Дверь церкви с грохотом распахнулась, и внутрь ворвались люди в чёрной форме. Спецназовцы, судя по экипировке.
— Всем лежать! — заорал командир. — Руки за голову!
Началась суматоха. Прихожане метались по церкви, пытаясь скрыться. Отец Феофан и архимандрит бросились к выходу, но их быстро скрутили.
Существо из лужи взревело от ярости. Красный пар, из которого оно состояло, начал рассеиваться.
Один из спецназовцев подбежал ко мне, быстро разрезал верёвки.
— Жив? — спросил он, с ужасом уставившись на нож в моей грудине.
Я кивнул, не в силах говорить от шока и пережитого страха.
— Медик! — крикнул боец. — Тут раненый!
К нам подбежал мужчина в белом халате.
Начал оказывать первую помощь.
— Как вы меня нашли? — с трудом прохрипел я.
— GPS-маяк в твоём телефоне, — ответил командир. — Мы следили за тобой с самого начала.
— Расскажем потом. Сейчас главное — доставить тебя в больницу.

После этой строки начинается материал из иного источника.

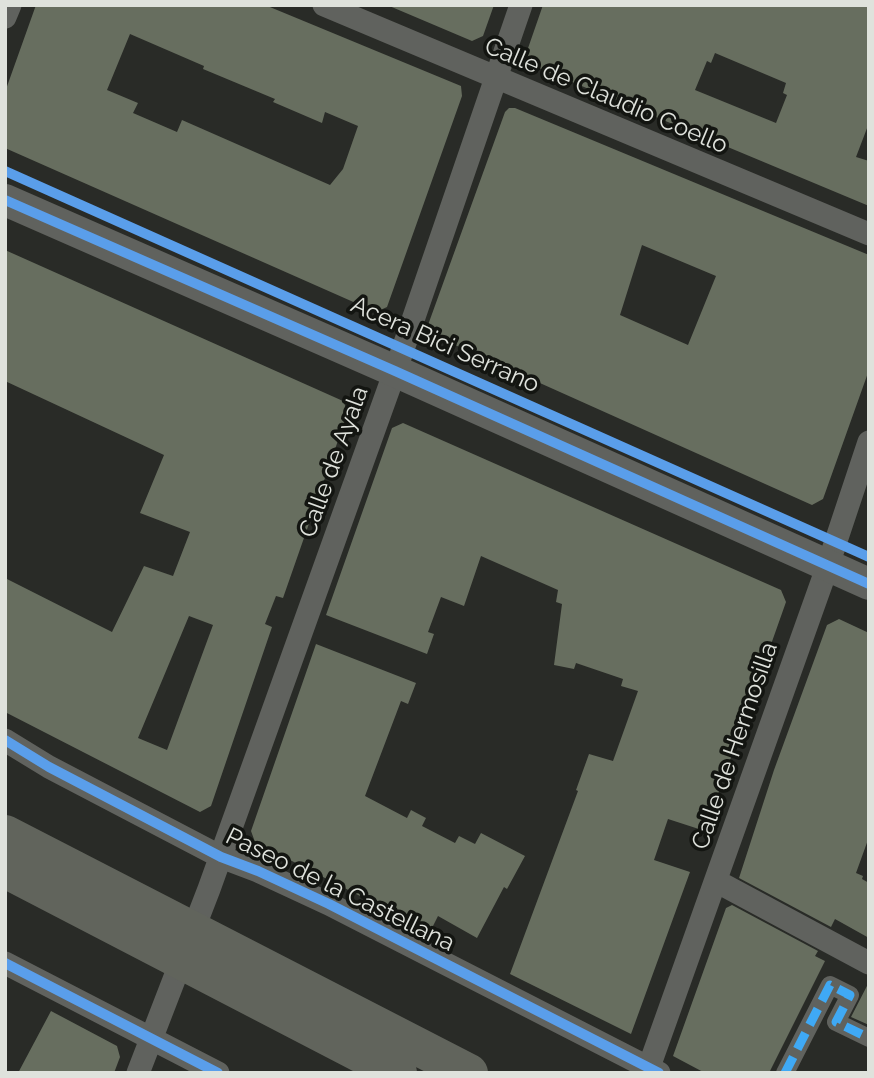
<!DOCTYPE html>
<style>
body{margin:0}
#map{position:relative;width:874px;height:1078px;overflow:hidden;background:#292b27;font-family:Raleway,sans-serif}
canvas{display:block}
.frame{position:absolute;inset:0;border:7px solid #dfe2dc;pointer-events:none}
</style>
<div id="map">
<canvas width="874" height="1078"></canvas>
<div class="frame"></div>
</div>
<script>
const g = document.querySelector('canvas').getContext('2d');
g.lineJoin = 'round';
function fill(path, color) { g.fillStyle = color; g.fill(path, 'evenodd'); }
const poly = rows => new Path2D(rows.map(r => 'M' + r).join(''));
function stroke(path, color, width, dash) { g.strokeStyle = color; g.lineWidth = width; g.lineCap = dash ? 'butt' : 'round'; g.setLineDash(dash || []); g.stroke(path); }
function write(font, color, halo, rows, align = 'center') {
  g.font = font + ' Raleway,sans-serif'; g.lineWidth = 7; g.setLineDash([]); g.textBaseline = 'middle'; g.strokeStyle = halo; g.fillStyle = color; for (const [text, x, y, turn = 0] of rows) {
    g.save(); g.translate(x, y); g.rotate((+turn || 0) * Math.PI / 180); g.textAlign = isNaN(turn) ? turn : align; if (halo) g.strokeText(text, 0, 0); g.fillText(text, 0, 0); g.restore();
  }
}
const building = poly([
 [36,5,265,5,461,86,462,96,387,307,376,312,5,148,5,92],
 [130,34,204,66,203,69,275,99,273,102,322,123,325,112,358,126,343,169,330,185,182,120,177,132,133,113,138,103,107,90],
 [387,5,494,5,483,36,472,41],
 [543,5,869,5,869,123,856,157,869,161,869,206,529,64,526,54],
 [715,53,786,83,783,93,787,95,776,123,695,90,707,61,711,63],
 [509,108,515,108,869,255,869,370,823,499,812,505,435,336,428,325,505,112],
 [642,245,716,276,688,345,620,315],
 [5,250,343,401,348,412,283,598,276,596,265,624,272,627,211,806,200,812,5,712,5,578,112,632,144,566,173,576,190,532,140,513,164,455,5,381],
 [189,616,213,625,167,750,138,738],
 [403,423,781,590,786,602,705,831,668,819,654,860,690,872,631,1034,510,974,578,791,576,790,589,754,613,761,638,691,621,686,623,679,576,663,574,669,554,665,562,604,556,602,558,590,481,556,464,606,441,597,428,632,434,634,427,654,326,615,392,428],
 [839,619,869,633,869,837,856,873,863,876,862,879,869,883,869,938,835,919,831,927,739,878,774,770,827,625],
 [316,644,416,683,408,704,401,701,365,796,407,818,411,810,426,818,422,826,455,843,459,836,475,844,481,833,525,856,507,889,504,887,477,938,438,916,430,932,255,842,251,831],
 [732,905,818,951,815,956,825,961,769,1073,705,1073,673,1056,726,908],
 [869,982,869,1025,851,1017],
 [51,1011,117,1046,120,1057,114,1073,18,1073]
]);
const pedestrian = poly([
 [785,1073,830,985,850,995,836,1022,869,1038]
]);
const minor = poly([
 [324,5,869,234],
 [5,17,10,5],
 [5,740,49,767,221,857,258,871,329,904,659,1073],
 [716,881,869,963],
 [5,963,218,1073],
 [649,1067,828,565,869,442],
 [138,1073,209,889,403,349,521,5]
]);
const secondary = poly([
 [5,200,395,371,869,584]
]);
const trunk = poly([
 [5,834,469,1073],
 [5,869,398,1073]
]);
const quiet = poly([
 [785,1073,830,985,850,995,836,1022,869,1038]
]);
const cycleway = poly([
 [5,171,869,557],
 [5,200,395,371,869,584],
 [5,740,49,767,221,857,258,871,329,904,659,1073],
 [5,963,218,1073]
]);
const streetNames = [
 ["Calle de Claudio Coello",606,96,23],
 ["Acera Bici Serrano",445,345,24],
 ["Calle de Ayala",334,462,-70],
 ["Calle de Hermosilla",735,746,-71],
 ["Paseo de la Castellana",340,890,26]
];
fill(building, '#676e5f');
stroke(pedestrian, '#60625e', 18);
stroke(minor, '#60625e', 23);
stroke(secondary, '#60625e', 32);
stroke(trunk, '#61645c', 38);
stroke(quiet, '#3fa9f5', 9, [18, 9]);
stroke(cycleway, '#5a9eea', 10);
write('24px', '#dfe2dc', '#131511', streetNames);
</script>
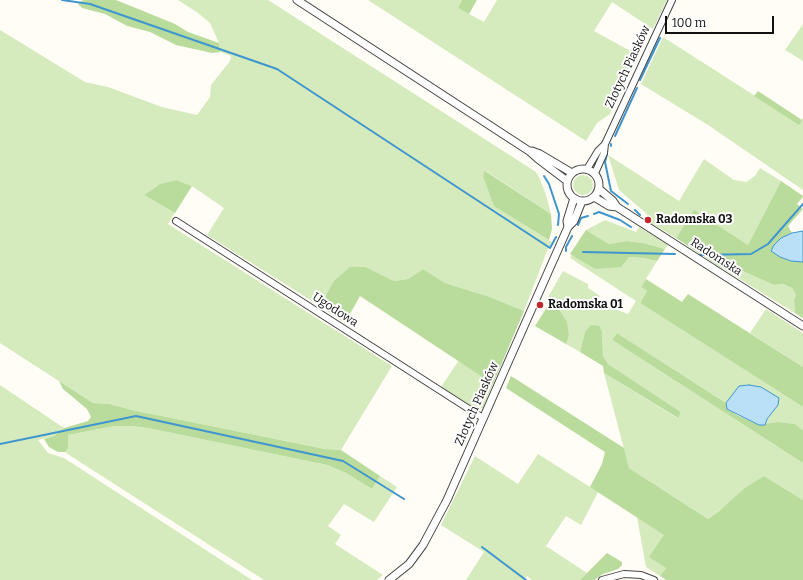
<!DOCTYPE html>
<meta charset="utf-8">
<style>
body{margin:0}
#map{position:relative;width:803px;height:580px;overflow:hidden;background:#fffdf5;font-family:Bitter,serif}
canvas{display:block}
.scale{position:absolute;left:665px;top:16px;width:109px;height:18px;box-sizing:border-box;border:2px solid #111;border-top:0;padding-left:5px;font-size:12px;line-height:14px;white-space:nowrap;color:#111;-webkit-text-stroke:3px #fff;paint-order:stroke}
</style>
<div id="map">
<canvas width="803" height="580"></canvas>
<div class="scale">100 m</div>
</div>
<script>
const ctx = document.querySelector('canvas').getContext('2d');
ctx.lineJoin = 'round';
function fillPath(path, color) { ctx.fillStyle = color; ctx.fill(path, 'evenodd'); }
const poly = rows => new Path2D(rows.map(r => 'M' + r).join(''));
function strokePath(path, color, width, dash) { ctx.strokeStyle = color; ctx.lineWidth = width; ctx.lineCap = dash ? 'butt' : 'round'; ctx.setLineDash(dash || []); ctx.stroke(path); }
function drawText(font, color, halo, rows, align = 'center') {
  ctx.font = font + ' Bitter,serif'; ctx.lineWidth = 4; ctx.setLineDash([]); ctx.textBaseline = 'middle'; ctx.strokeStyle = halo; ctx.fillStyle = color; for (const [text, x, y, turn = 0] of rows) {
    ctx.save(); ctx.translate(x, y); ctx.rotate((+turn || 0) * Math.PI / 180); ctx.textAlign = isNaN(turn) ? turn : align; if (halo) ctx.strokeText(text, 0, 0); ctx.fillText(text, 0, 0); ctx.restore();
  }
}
const green = poly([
 [178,0,268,0,536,172,540,179,546,195,551,214,486,171,495,206,552,242,547,251,524,311,490,297,445,283,423,269,408,279,394,281,364,267,333,282,320,306,207,235,224,208,192,186,176,180,160,184,144,195,175,213,168,224,392,366,341,450,325,449,132,410,110,404,93,403,0,343,0,30,85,82,108,87,162,107,197,115,210,97,211,85,230,61,231,56,220,52,219,43,210,23,198,13],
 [368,0,462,0,458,8,484,22,497,0,667,0,653,29,612,2,594,31,636,54,610,114,597,123,586,141],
 [803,24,803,61,785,50],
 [663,37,799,124,803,118,803,190,708,125,641,84],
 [608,155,679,201,704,159,734,180,746,182,755,176,760,168,781,181,748,245,695,211,676,238,644,219,647,214,619,190],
 '573 185a10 10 0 1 1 20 0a10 10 0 1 1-20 0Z',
 [605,220,636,232,639,227,668,245,665,249,643,243,627,241,609,244,586,230],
 [572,254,595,269,629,257,643,258,657,261,641,287,647,291,640,303,803,407,803,430,795,424,778,422,765,425,767,419,778,405,740,386,726,403,617,333,612,340,803,463,803,500,764,476,708,519,629,468,604,373,677,418,681,412,608,364,603,356,602,331,585,332,580,352,566,344,569,336,551,301,547,299,563,271,588,284,588,288,600,296,596,302,628,314,636,301,570,258],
 [729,265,774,285,783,284,792,288,796,295,794,300,795,313,720,267],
 [766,309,803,333,803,367,750,333],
 [459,360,493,384,483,408,478,410,441,387],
 [0,385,64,428,54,436,38,440,48,453,64,458,252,580,0,580],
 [115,426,131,426,148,428,327,465,346,473,372,489,380,476,397,487,374,522,344,504,328,526,341,535,335,544,383,575,377,580,264,580,66,453,68,448,68,435],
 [538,454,598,492,581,525,566,516,546,546,587,573,580,580,532,580,527,576,524,580,466,580,484,552,441,525,475,456,518,484],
 [637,517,665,535,666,568,660,576,646,567]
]);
const forest = poly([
 [83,0,116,0,175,24,188,32,219,43,220,52,212,53,176,45,150,32,127,26,105,14,82,8,78,4],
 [462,0,477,0,469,14,458,8],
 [758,91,802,120,799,125,754,96],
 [485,171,551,214,552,229,549,240,494,206,483,176],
 [176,180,192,186,175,213,144,195,160,184],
 [781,181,803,196,803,197,797,204,803,209,788,226,792,233,781,238,791,261,803,262,803,318,795,313,794,300,796,295,792,288,783,284,774,285,729,265,720,267,676,238,694,210,748,245],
 [586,230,609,244,627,241,643,243,665,249,657,261,643,258,629,257,621,267,595,269,570,254],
 [350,267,365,267,394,281,408,279,423,269,445,283,490,297,524,311,493,384,360,296,345,323,320,306,333,282],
 [646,279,682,302,688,294,803,367,803,407,640,303,647,291,641,287],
 [551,301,558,308,567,322,569,336,566,344,535,326],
 [591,325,599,326,602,331,603,356,608,364,681,412,678,418,604,373,603,366,580,352,585,332],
 [617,333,726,403,727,409,737,415,759,425,778,422,795,424,803,430,803,463,612,340],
 [511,376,624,448,629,468,708,519,719,511,745,488,764,476,803,500,803,580,666,580,660,576,666,568,649,557,664,535,590,487,602,464,605,452,506,388],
 [59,381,93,403,110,404,132,410,325,449,341,450,380,476,372,489,346,473,327,465,148,428,131,426,115,426,68,435,68,448,66,452,58,452,49,447,44,439,54,436,64,428,88,421,91,417,87,409,63,389],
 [607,553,622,562,622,565,618,569,603,574,594,580,580,580]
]);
const water = poly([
 [803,231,803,262,791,261,780,257,771,251,774,245,781,238,792,233,803,231],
 [749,385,761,387,779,398,778,405,767,419,765,425,759,425,727,409,726,403,739,386,749,385]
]);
const stream = poly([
 [62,0,90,4,277,69,550,248,556,237],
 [640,80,660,38],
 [615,136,637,88],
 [611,146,611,144],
 [607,154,605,162,611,191,628,204],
 [544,176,549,184,559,214,558,225],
 [635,210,640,215],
 [594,214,599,212,620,220,631,227],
 [578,225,581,218,588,216],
 [566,251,566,247,572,236],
 [583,252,675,254],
 [699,255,751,254,768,244,803,204],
 [0,444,136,416,343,461,404,499],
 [482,547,526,580]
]);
const minor = poly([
 [587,169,598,151,605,144],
 [595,173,604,153,605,144,672,0],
 [176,221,483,418],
 [602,580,624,574,641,575,654,580]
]);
const tertiary = poly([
 [297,0,529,151,538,159,567,181],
 [532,151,540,154,572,173],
 '567 185a16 16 0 1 1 32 0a16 16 0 1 1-32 0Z',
 [599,189,613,201,617,207],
 [594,197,609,206,617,207,803,326],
 [568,227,567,221,574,198],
 [389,580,409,564,423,545,447,500,568,227,574,221,582,201]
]);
const markers = [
 [648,220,4,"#c4262e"],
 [540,305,4,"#c4262e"]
];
const streetNames = [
 ["Złotych Piasków",628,67,-65],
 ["Radomska",716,257,33],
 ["Ugodowa",335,310,33],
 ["Złotych Piasków",477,404,-66]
];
const poiNames = [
 ["Radomska 03",656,220],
 ["Radomska 01",548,305]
];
fillPath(green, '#d5ebbd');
fillPath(forest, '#b9dc9c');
fillPath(water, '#b9e0f7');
strokePath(water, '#3f96cf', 1);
strokePath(stream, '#3f96cf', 2);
strokePath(minor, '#444', 8);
strokePath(tertiary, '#444', 9);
strokePath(minor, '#fff', 6);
strokePath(tertiary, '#fff', 7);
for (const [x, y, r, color] of markers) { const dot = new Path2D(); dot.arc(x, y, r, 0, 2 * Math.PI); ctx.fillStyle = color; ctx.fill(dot); strokePath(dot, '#fff', 1.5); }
drawText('12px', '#111', '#fff', streetNames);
drawText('bold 12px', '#111', '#fff', poiNames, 'left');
</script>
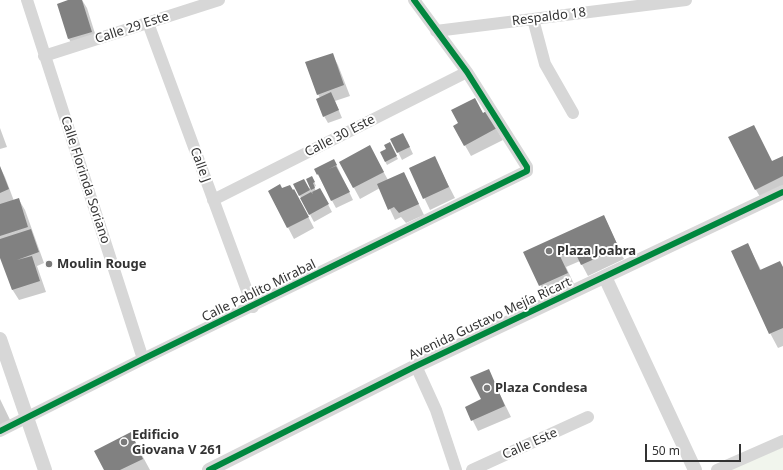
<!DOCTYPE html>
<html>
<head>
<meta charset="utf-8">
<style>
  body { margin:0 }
  #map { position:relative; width:783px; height:470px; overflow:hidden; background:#fff; font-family:"Noto Sans",sans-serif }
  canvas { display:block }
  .scale { position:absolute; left:645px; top:444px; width:96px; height:18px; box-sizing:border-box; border:2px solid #333; border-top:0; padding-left:5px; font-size:12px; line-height:14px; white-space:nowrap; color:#333; -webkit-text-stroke:3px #fff; paint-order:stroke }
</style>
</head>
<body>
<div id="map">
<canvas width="783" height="470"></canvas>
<div class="scale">50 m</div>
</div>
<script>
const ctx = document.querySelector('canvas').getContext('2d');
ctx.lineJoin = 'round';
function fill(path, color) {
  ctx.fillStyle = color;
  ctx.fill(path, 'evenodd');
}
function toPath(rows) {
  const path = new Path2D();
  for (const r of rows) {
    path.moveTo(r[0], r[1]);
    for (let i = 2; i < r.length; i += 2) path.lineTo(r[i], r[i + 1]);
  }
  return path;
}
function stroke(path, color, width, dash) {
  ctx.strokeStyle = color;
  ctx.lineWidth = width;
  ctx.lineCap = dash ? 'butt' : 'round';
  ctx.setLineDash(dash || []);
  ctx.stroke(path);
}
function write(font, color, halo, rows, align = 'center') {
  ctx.font = font + ' "Noto Sans",sans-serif';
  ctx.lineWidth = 4;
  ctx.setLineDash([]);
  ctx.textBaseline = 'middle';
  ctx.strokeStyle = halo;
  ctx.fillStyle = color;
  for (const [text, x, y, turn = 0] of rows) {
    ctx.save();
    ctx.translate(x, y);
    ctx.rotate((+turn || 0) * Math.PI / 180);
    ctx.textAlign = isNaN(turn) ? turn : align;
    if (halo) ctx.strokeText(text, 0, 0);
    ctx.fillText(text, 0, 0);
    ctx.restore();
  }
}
fill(toPath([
  [783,441,783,470,717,470]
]), '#f1f5ed');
fill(toPath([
  [72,0,82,0,87,8,98,43,75,50,69,39,58,4],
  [332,54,338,65,350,96,335,101,342,118,328,123,324,116,320,98,318,94],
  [487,112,503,140,471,156,454,126],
  [754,126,772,162,783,157,783,190,762,200,756,190],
  [0,128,7,147,0,149],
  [407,141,413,154,402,160,398,152],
  [389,143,398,159,387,165,381,153,387,150],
  [434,157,455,198,430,210,410,168],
  [376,158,388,180,404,173,424,215,406,223,401,217,395,220,380,188,360,199,340,162],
  [336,164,353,200,336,208,317,173],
  [0,167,5,177,14,201,19,200,25,210,44,263,37,266,46,292,19,300,12,289,0,255],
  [312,177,316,186,314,187,316,191,320,189,332,212,314,222,294,185,310,188,307,180],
  [282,190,300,201,314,228,294,239,269,191],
  [604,216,624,259,588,276,580,261,566,267,574,284,546,297,525,252],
  [748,245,761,270,783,268,783,346,778,348,770,333],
  [488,370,511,417,478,431,466,407,482,400],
  [0,399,13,426,0,430],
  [130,433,150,470,105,470]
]), '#0003');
fill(toPath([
  [68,0,82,0,92,32,68,39,57,4],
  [333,53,344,85,317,95,305,62],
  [331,92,339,110,323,117,316,99],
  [475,98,483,113,488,110,497,128,464,146,453,126,458,123,451,110],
  [754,125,772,161,783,156,783,176,755,190,728,137],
  [403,133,410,147,397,153,390,139],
  [390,142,397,156,385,162,380,152,386,149,384,145],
  [370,145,384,172,353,188,339,162],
  [435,156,449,187,423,199,409,168],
  [334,159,337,165,329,169,336,166,350,192,331,201,318,174,317,175,314,169],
  [0,166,9,189,0,193],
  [404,172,419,204,399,213,394,207,388,210,377,184],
  [312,176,315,182,313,183,315,188,311,190,306,179],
  [304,179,310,190,299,196,293,184],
  [280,184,282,188,290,185,293,190,294,189,309,217,287,228,268,191],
  [320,188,329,204,309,215,300,198,311,192,313,194,312,192],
  [19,198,28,227,0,236,0,204],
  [604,215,619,248,581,265,574,250,560,256,568,273,539,286,523,252],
  [31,229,39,252,17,260,32,256,40,281,12,290,0,258,0,239],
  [748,243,760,270,780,261,783,267,783,328,769,334,731,251],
  [489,369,505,406,471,421,465,407,481,399,470,377],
  [131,432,143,459,120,470,104,470,94,451]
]), '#818181');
stroke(toPath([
  [27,0,143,359],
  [533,19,545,64,573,113],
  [148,23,253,307],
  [436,31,686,0],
  [44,56,219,0],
  [213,200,467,72],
  [416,366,436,410,456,470],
  [0,431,143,359,527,171,527,167,467,72,414,0],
  [472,470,588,417],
  [717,470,783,441]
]), '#d7d7d7', 12);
stroke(toPath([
  [605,277,695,470],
  [0,339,45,470],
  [209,470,416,366,783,192]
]), '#d7d7d7', 14);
stroke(toPath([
  [0,431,143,359,527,171,527,167,467,72,414,0],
  [209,470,416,366,783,192]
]), '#00873e', 6);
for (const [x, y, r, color] of [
  [549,251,4,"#7a7a7a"],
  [49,264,4,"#7a7a7a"],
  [487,388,4,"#7a7a7a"],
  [124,442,4,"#7a7a7a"]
]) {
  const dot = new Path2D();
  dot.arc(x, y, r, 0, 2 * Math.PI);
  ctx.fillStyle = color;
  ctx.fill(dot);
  stroke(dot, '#fff', 1.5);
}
write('13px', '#333', '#fff', [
  ["Respaldo 18",549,17,-7],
  ["Calle 29 Este",132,28,-18],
  ["Calle 30 Este",340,136,-27],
  ["Calle J",200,165,70],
  ["Calle Florinda Soriano",85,180,72],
  ["Calle Pablito Mirabal",259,291,-26],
  ["Avenida Gustavo Mejía Ricart",490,319,-25],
  ["Calle Este",530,444,-24]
]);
write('bold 13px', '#333', '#fff', [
  ["Plaza Joabra",557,251],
  ["Moulin Rouge",57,264],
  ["Plaza Condesa",495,388],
  ["Edificio",132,435],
  ["Giovana V 261",132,450]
], 'left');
</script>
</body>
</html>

Меня вынесли из церкви на носилках. Последнее, что я видел — как спецназовцы выводили арестованных сектантов. Отец Феофан шёл, низко опустив голову, а архимандрит Серафим что-то яростно кричал, но слов разобрать не мог.
Рана оказалась серьёзной, но не смертельной — нож прошёл между рёбрами, пробив лёгкое, но не задев крупные сосуды.
Пришлось делать операцию — ушивать лёгкое, ставить дренаж. Кровью плевал ещё неделю.
На третий день ко мне пришёл посетитель. Невысокий мужчина лет сорока, в сером костюме. Короткая стрижка, спортивная фигура, уверенные движения. На запястье - простые часы, никаких украшений. Типичный представитель спецслужб.
— Полковник Волков, — представился он. — ФСБ.